My thoughts over the last few days have been on what I learned from my limited time in the Sahara. I am always asked why I like to do these self-supported, long distance races in extreme environmental conditions. The answer is very simple: To learn something new about myself. My race in Chile earlier this year taught me about physical, emotional, and spiritual suffering. The Atacama desert revealed within me new depths of tolerance to suffering. I left Chile with a strong understanding of what I could endure, how far my endurance could be stretched. Now as a contemplate The Sahara race I actually feel like I learned something unexpected. You see when I went to Chile I imagined I was going to suffer but was unsure how much. Being better educated for The Sahara I believed I KNEW how much suffering was in-store and thought it would be the same physical, emotional, spiritual test I went through in Chile. I was VERY wrong. Going into this race I was slightly injured but well prepared. I trained right, ate right, my equipment was top notch (more on this in another post), everything was the best I could make it. It never crossed my mind that I would not finish, that I would fail. That I learned was my biggest mistake.
As many of you know I like to build companies and write a bit about the parallels of being a Entrepreneur and endurance athlete. The best companies I have built are the ones that I knew could fail but I did everything I could to prevent that from happening. My competition is never another company, it is always myself and my lack of seeing what needs to be accomplished to be successful. Companies do not fail, Entrepreneurs fail to imagine and implement success. Companies are inanimate, I am not. So my mistake in failing to finish The Sahara lies within me. I could blame being sick, but I knew I was sick before I started. What I should of done is postponed running until I was 100% physically. 2 days before I left to Egypt I got a sinus infection and was given 1200mg of amoxicillin/day and instructions that it would reck havoc on my digestive track. This is not good news for a runner crossing deserts. I choose not to take the meds and wait and see if it got better. And I did. Sniffles went away and I felt 80%. My mistake was believing that 80% was enough.

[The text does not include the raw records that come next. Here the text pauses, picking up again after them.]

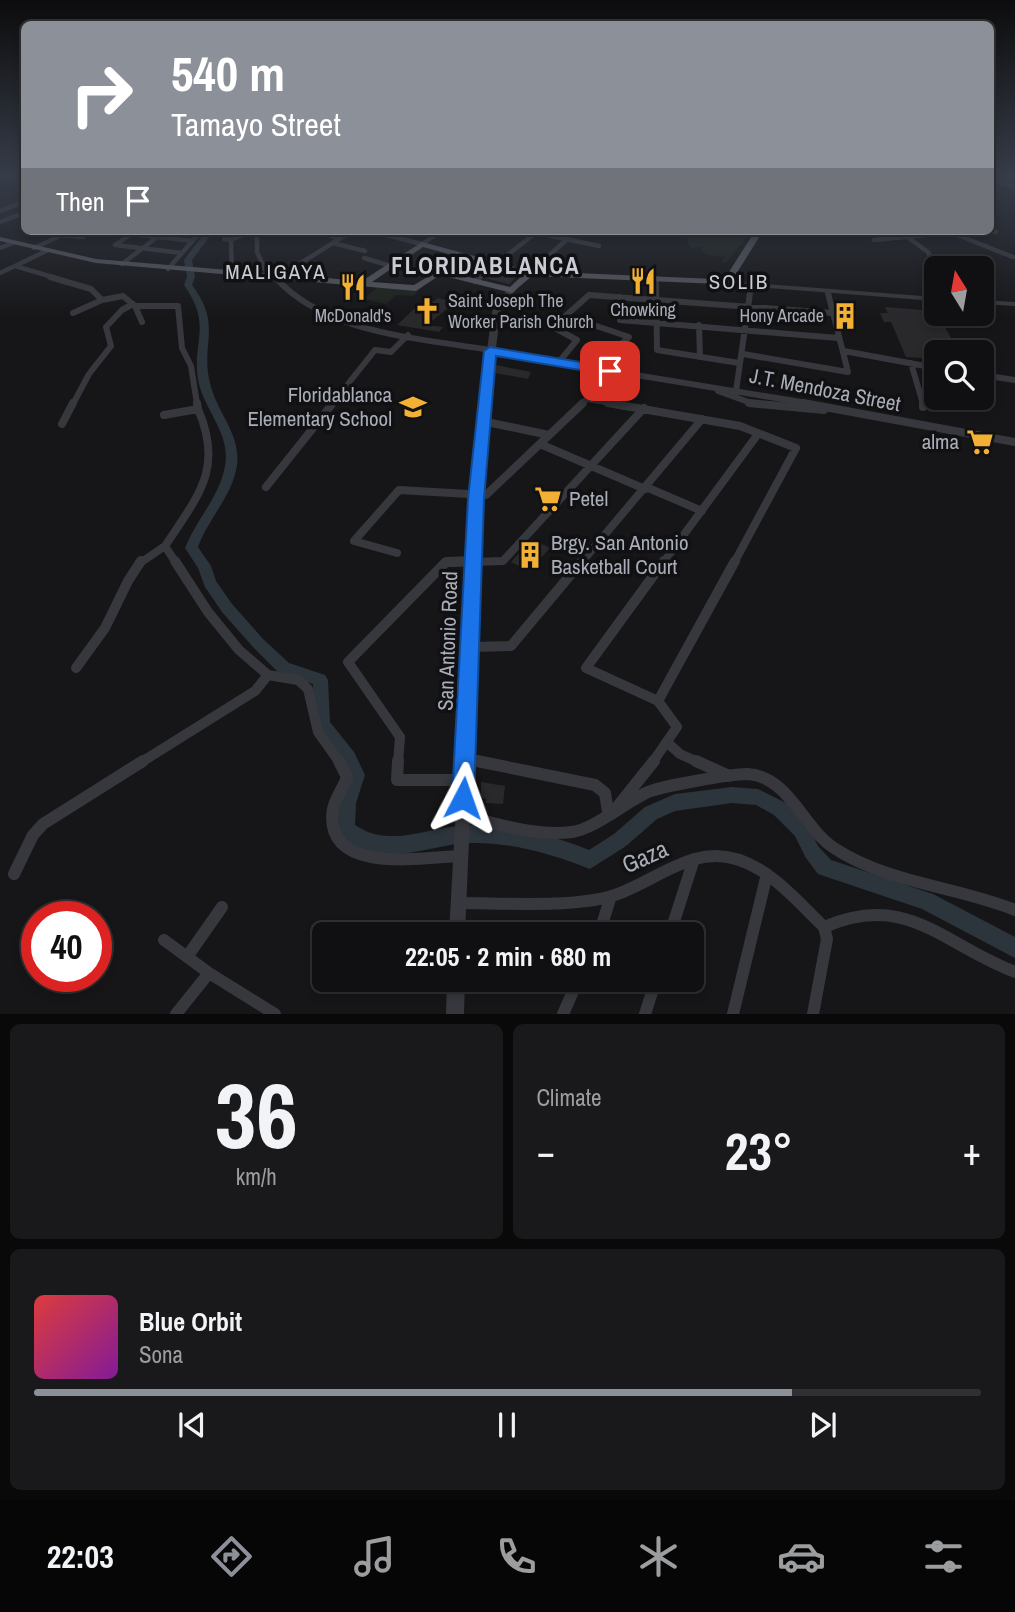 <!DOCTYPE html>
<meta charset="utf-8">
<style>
body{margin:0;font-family:"Archivo Narrow",sans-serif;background:#19191b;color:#f1f3f6;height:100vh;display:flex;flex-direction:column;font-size:26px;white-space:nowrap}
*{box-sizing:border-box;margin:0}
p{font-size:23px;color:#9c9d9f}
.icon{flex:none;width:38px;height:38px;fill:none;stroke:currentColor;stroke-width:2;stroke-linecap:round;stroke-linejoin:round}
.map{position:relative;height:1014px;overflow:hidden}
.sheet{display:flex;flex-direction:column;gap:10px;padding:10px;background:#09090a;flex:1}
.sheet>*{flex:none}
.banner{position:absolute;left:21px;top:21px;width:973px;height:214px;border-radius:10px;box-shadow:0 4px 10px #0003,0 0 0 2px #303032;background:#8c9099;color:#fff;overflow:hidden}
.needle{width:46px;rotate:349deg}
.tools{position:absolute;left:924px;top:256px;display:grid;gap:14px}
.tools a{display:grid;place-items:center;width:70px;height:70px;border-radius:10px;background:#101012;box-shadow:0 4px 10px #0003,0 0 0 2px #303032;font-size:35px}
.speed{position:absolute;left:21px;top:901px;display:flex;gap:14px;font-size:35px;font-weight:700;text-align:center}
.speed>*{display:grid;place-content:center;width:91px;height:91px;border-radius:50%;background:#101012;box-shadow:0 4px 10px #0003,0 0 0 2px #303032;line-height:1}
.speed .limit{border:10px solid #d22;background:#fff;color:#111}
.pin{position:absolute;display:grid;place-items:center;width:60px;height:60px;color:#fff;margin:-30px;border-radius:14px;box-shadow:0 4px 10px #0006}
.me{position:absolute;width:77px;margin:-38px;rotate:4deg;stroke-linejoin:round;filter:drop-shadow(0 0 5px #0008)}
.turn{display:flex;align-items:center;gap:24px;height:147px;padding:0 35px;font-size:32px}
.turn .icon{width:91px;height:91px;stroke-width:2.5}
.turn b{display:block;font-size:49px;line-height:60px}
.then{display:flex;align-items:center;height:66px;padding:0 35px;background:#0003;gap:14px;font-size:26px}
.big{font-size:52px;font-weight:800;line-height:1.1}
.sheet .widget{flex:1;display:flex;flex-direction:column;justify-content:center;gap:10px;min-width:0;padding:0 24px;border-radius:10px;background:#19191b}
.sheet .dial{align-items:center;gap:0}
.dial b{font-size:91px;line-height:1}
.song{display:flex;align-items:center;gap:21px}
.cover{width:84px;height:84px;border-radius:10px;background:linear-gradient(135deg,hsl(0 70% 55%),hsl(290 70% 35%))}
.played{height:7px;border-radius:4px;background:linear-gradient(90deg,#8c9099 80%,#303032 80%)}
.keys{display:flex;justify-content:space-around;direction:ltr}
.heat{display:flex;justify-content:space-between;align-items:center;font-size:38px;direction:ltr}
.sheet .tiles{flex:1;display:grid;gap:10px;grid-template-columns:1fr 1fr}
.widget:last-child{grid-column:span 2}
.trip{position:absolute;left:312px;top:922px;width:392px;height:70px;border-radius:10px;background:#101012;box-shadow:0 4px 10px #0003,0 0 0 2px #303032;font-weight:800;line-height:70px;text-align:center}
.menu{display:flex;height:112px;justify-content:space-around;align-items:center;background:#060607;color:#9c9d9f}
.menu .icon{width:49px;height:49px}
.menu .on{color:#8c9099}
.menu b{font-size:32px;color:#f1f3f6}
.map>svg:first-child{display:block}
.green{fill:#1c231d}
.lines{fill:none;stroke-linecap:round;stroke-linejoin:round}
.river{fill:#2c353c;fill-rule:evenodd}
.building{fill:#29292c}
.minor-far4{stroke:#37383d;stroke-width:4.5}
.minor-far3{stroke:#37383d;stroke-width:6}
.minor-far2{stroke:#37383d;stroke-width:8}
.minor-far1{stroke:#37383d;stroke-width:10}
.minor{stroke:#37383d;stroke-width:12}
.tertiary{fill:#37383d;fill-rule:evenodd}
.primary{fill:#53555c;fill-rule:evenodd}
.route{fill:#1a73e8;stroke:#114b97;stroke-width:2}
.labels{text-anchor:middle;stroke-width:7;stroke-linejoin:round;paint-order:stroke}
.far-poi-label{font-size:18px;fill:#a8adb8;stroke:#111113}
.far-quarter-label{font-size:21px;letter-spacing:2px;fill:#c9ccd4;stroke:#111113}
.street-label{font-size:21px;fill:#a8adb8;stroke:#111113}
.poi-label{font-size:21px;fill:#a8adb8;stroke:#111113;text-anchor:end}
.far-district-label{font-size:23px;font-weight:bold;letter-spacing:2px;fill:#c9ccd4;stroke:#111113}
.near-street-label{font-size:24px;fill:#a8adb8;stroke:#111113}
</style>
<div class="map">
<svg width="1015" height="1014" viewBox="0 0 1015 1014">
<rect width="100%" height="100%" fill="#161618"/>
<path class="green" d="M592,231H752L726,263L721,262L725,257L706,255L700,247L691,248L686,237L615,235Z
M380,285L414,289L419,290L413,296L396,295L386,304L364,299Z"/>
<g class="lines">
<path class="river" d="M206,231H214L192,260L195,277L192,285C223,326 200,343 210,383C216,411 241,434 237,465C233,495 208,519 198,547L211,566L216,581L232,604L263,639L289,663L325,675L328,680L330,722L354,752L365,775L356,803L355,825C391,850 432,825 472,825C512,825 551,835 589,850L614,834L645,807L675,794L732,787L758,789L786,803L807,824L818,846L831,860L933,894L1015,937V958L922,909L818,874L806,858L795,836L774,815L756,805L732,803L675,811L657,819L626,846L590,869C552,854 511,842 470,843C432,844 391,866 355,846C349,843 341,838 338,832C332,817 343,790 348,775L342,762L314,724L313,684L279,673L253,647L222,612L205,587L198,568L185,548C196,520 220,496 225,466C231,435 206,412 199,384C190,343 214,327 184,285L187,277L184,260Z"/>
</g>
<path class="building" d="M441,254L476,264L463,273L428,263Z
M497,269L518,275L509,284L485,278Z
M438,298L454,303L427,325L443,327L439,332L397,325L417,306L425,308Z
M885,307L936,311L959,352H936V359L906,357L891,322H884L880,313H888Z
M496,365L531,372L528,379L495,373Z
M532,539L550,548L529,571L511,562Z
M481,782L505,786L503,804L486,803V799L481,798Z"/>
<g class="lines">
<path class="minor-far4" d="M990,179L1015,187
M0,211L24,202
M0,222L24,213
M257,231V252L268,276
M319,231L339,239
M370,231L422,244
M528,231L599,246
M990,231L996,232
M955,234L1013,257
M60,235L83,237
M907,237L928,252L936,270
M224,239L231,240L232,272
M231,240L251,231
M874,240L967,231
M333,243L365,251
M115,245L131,234L193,241
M115,245L182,253
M0,248L13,243
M34,248L58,237L62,231
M46,251L15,266L56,278
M364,258L391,266
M122,264L157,237
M168,269L201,231
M0,273L15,266
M530,273L566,240
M274,276L276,278
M280,276L352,231
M478,278L538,231"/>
<path class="minor-far3" d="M50,277L91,289L102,300L123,296L135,306L142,322
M275,277C325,334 419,338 490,350
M656,279L657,350L739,363
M475,281L480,277
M620,297V320L838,338
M136,306H178L182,348L191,366L197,404
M73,313L102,300
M567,316L629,337L612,352
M699,325L700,357
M490,351L813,404
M844,351L936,368
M743,354L848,372L828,293
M558,363L577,340L553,327L589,295L832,313
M911,363L923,404
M982,375L1015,380
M718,391L754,404
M736,391L751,286
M73,404L89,374L111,346L106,327L122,310L133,304
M332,404L375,350L391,352L408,335
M581,404L587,399L618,404"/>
<path class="minor-far2" d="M197,403L198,409
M608,403L740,426L796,448L734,563
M749,403L824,410
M803,403L1015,442
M923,403V407
M164,415L198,409C224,469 198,496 165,546L176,563
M482,421L549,435
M62,424L73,403
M540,444L645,489
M266,487L333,403
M646,487L702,511
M397,553L354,541L399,490L486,495L583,403
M140,563L165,546
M445,563L503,561L644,408
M581,563L702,419
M663,563L758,434"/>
<path class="minor-far1" d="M175,561L208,612L239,650L268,675L298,680L308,689L318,732L340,763
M664,561L586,668L658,701L735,561
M471,647L511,646L582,561
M76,668L105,628L128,581L141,561
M670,745L680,754L700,763
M466,759L486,763
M140,763L255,691L268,675
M398,763L400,737L348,662L446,562L478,561
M652,763L677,727L658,701"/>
<path class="minor" d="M339,761L347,777C342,791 332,802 332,817C332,875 424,857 461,856
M398,761L397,780H464
M477,761L595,785L605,793L608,812
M696,761L729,776
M618,806L654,761
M462,816C497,823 536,837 572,832C594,829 626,802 648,792C663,786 730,774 747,774C789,776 803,828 834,848C889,884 956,886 1015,910
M14,874L33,835L43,824L143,761
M458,903C502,903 571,908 612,896C641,887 666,867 695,859C749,843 789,893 824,927
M824,927C907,891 942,944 1015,972
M599,934L611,896
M670,934L694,859
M164,940L209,973
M187,957L222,907
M176,1014L209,973L275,1014
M563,1014L578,980
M645,1014L656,980
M733,1014L767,874
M813,1014L827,939L824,927"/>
<path class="tertiary" d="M438,231H446L424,245H420V243Z
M713,280L936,297V301L716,284H713Z
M509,288L516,290L501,307L487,421L465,934H449L477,421L493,307Z
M982,300L1015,302V306L982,304Z
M447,980H465L464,1014H446Z"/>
<path class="primary" d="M755,231H763L733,279L719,284L532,276L512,293L440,275L416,291L96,263L0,241V237L96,259L362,281L422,242L530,271L715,279L727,275ZM423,247L524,274L510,287L439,270L414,285L372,282Z"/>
</g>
<linearGradient id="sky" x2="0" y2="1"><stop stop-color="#0c0c0d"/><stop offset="0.55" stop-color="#363c48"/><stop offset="1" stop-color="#363c48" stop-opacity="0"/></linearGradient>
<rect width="1015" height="319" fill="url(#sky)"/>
<path class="route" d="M490,347L610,367L616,371L610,375L496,356L484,499L474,798L471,806L463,809L455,806L452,798L468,499L484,351Z"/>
<defs>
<symbol id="restaurant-bare" viewBox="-9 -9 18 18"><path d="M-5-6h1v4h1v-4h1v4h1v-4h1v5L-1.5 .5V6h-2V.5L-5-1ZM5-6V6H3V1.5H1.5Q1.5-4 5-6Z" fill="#f2b134" stroke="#111113" stroke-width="2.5" paint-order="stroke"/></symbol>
<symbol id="church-bare" viewBox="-9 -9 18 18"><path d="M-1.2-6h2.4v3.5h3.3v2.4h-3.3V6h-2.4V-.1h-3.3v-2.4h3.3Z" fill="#f2b134" stroke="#111113" stroke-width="2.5" paint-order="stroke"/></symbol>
<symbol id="building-bare" viewBox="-9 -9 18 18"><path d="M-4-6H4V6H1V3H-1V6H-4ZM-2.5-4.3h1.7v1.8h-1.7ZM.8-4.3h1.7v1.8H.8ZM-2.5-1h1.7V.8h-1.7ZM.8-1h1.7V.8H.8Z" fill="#f2b134" stroke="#111113" stroke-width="2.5" paint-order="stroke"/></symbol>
<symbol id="school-bare" viewBox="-9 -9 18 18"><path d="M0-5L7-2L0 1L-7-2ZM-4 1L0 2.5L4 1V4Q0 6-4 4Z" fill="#f2b134" stroke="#111113" stroke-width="2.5" paint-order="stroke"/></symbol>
<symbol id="supermarket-bare" viewBox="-9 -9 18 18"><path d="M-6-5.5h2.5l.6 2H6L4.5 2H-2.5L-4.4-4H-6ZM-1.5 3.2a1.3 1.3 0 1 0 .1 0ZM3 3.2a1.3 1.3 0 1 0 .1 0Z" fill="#f2b134" stroke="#111113" stroke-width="2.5" paint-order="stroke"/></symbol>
</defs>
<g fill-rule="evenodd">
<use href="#restaurant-bare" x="624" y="262" width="38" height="38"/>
<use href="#restaurant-bare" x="334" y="268" width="38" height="38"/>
<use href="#church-bare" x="408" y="292" width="38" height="38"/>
<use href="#building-bare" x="826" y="297" width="38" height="38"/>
<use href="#school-bare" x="394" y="388" width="38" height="38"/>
<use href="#supermarket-bare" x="961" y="423" width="38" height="38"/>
<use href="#supermarket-bare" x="529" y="480" width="38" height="38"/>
<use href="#building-bare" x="511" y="536" width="38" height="38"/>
</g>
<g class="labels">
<g class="far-poi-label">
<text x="448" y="307" text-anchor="start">Saint Joseph The<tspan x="448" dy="21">Worker Parish Church</tspan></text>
<text x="643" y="316">Chowking</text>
<text x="353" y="322">McDonald's</text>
<text x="824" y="322" text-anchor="end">Hony Arcade</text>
</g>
<g class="far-quarter-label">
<text x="276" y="279">MALIGAYA</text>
<text x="739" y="289">SOLIB</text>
</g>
<g class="street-label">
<text transform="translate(825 390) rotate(11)" y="7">J.T. Mendoza Street</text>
<text transform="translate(448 641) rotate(-88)" y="7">San Antonio Road</text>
</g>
<g class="poi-label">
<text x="392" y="402">Floridablanca<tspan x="392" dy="24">Elementary School</tspan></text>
<text x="959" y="449">alma</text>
<text x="569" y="506" text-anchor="start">Petel</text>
<text x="551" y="550" text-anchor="start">Brgy. San Antonio<tspan x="551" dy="24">Basketball Court</tspan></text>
</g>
<g class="far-district-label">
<text x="486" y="274">FLORIDABLANCA</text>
</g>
<g class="near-street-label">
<text transform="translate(645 857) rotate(-24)" y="8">Gaza</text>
</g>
</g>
</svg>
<div class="tools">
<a><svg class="needle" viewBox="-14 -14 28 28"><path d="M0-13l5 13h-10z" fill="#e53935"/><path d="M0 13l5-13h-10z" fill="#9c9d9f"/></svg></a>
<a><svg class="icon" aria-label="search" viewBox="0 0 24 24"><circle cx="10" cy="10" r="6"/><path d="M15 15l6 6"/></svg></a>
</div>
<div class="speed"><div class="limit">40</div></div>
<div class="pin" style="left:610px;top:371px;background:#d93025"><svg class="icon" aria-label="arrive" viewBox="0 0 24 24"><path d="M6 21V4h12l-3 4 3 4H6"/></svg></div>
<svg class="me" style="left:463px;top:798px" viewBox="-20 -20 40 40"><path d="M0-17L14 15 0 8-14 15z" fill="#1a73e8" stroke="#fff" stroke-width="4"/></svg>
<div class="trip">22:05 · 2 min · 680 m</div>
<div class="banner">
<div class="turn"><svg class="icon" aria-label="right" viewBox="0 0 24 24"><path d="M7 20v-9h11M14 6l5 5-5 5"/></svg><div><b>540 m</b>Tamayo Street</div></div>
<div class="then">Then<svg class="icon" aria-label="arrive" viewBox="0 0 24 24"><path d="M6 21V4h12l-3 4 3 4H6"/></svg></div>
</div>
</div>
<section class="sheet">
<div class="tiles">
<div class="widget dial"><b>36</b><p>km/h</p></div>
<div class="widget"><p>Climate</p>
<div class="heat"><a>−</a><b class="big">23°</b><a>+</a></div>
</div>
<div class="widget">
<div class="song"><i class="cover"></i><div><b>Blue Orbit</b><p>Sona</p></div></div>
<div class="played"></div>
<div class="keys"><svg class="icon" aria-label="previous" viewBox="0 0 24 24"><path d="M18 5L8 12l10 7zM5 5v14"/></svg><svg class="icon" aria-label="pause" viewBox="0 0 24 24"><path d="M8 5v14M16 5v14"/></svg><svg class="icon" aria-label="next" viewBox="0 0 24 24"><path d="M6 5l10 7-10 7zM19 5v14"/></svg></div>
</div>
</div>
</section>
<nav class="menu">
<b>22:03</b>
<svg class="icon on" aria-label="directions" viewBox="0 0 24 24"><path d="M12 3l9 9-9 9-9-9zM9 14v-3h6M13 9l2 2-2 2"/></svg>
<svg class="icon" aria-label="music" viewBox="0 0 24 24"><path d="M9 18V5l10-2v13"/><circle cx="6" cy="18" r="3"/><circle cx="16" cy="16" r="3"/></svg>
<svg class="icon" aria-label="phone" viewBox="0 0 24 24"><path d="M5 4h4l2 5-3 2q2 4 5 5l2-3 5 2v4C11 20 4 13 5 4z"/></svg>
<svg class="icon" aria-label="climate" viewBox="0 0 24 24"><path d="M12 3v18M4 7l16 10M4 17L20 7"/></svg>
<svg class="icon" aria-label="car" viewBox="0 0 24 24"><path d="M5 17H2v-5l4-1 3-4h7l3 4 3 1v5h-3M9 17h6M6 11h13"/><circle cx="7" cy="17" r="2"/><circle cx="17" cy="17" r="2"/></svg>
<svg class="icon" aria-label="filters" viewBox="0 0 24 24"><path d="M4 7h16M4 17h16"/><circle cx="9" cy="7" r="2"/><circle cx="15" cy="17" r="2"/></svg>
</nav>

As in building successful companies, crossing deserts requires you be 100% at the start as endurance is the slow eroding of your physical, emotional, and spiritual being. What you do to prevent this eroding is what makes you successful.
So as I sit here coughing up a lung, much sicker than I was before the race the thing I learned most from The Sahara is this: Failure is ALWAYS present. It is important to be 100% ready physically, emotionally, and spiritually at the start of any great challenge to insure success. As written in Dune by Frank Herbert, “A beginning is a very delicate time.” I learned in Physics that a miniscule error in the beginning magnifies greatly overtime. So now my plan is to get healthy, work on being a better Entrepreneur for awhile and dream about all the exciting challenges that I can choose from for next year. I am glad I learned about failure and know now what it takes to help prevent it.
MS
Looking forward to your next move, Mike. Thanks for this post and for offering such a positive perspective on what I imagine must be a serious bummer otherwise.
The bummer would of been if I stayed in, got sicker and had to spend time in a Cairo hospital. That city is not one of my favorite places on Earth. 14.5 million people in 82 sq/miles made me miss CO very much. Also the pollution there sucks.
Are you a professional journalist? You write very well.
Really enjoyed this! Well done!
Can we put “failure” in quotation marks??? You epitomize the definition of learning, even under, or especially under, the most extreme of circumstances. You rock!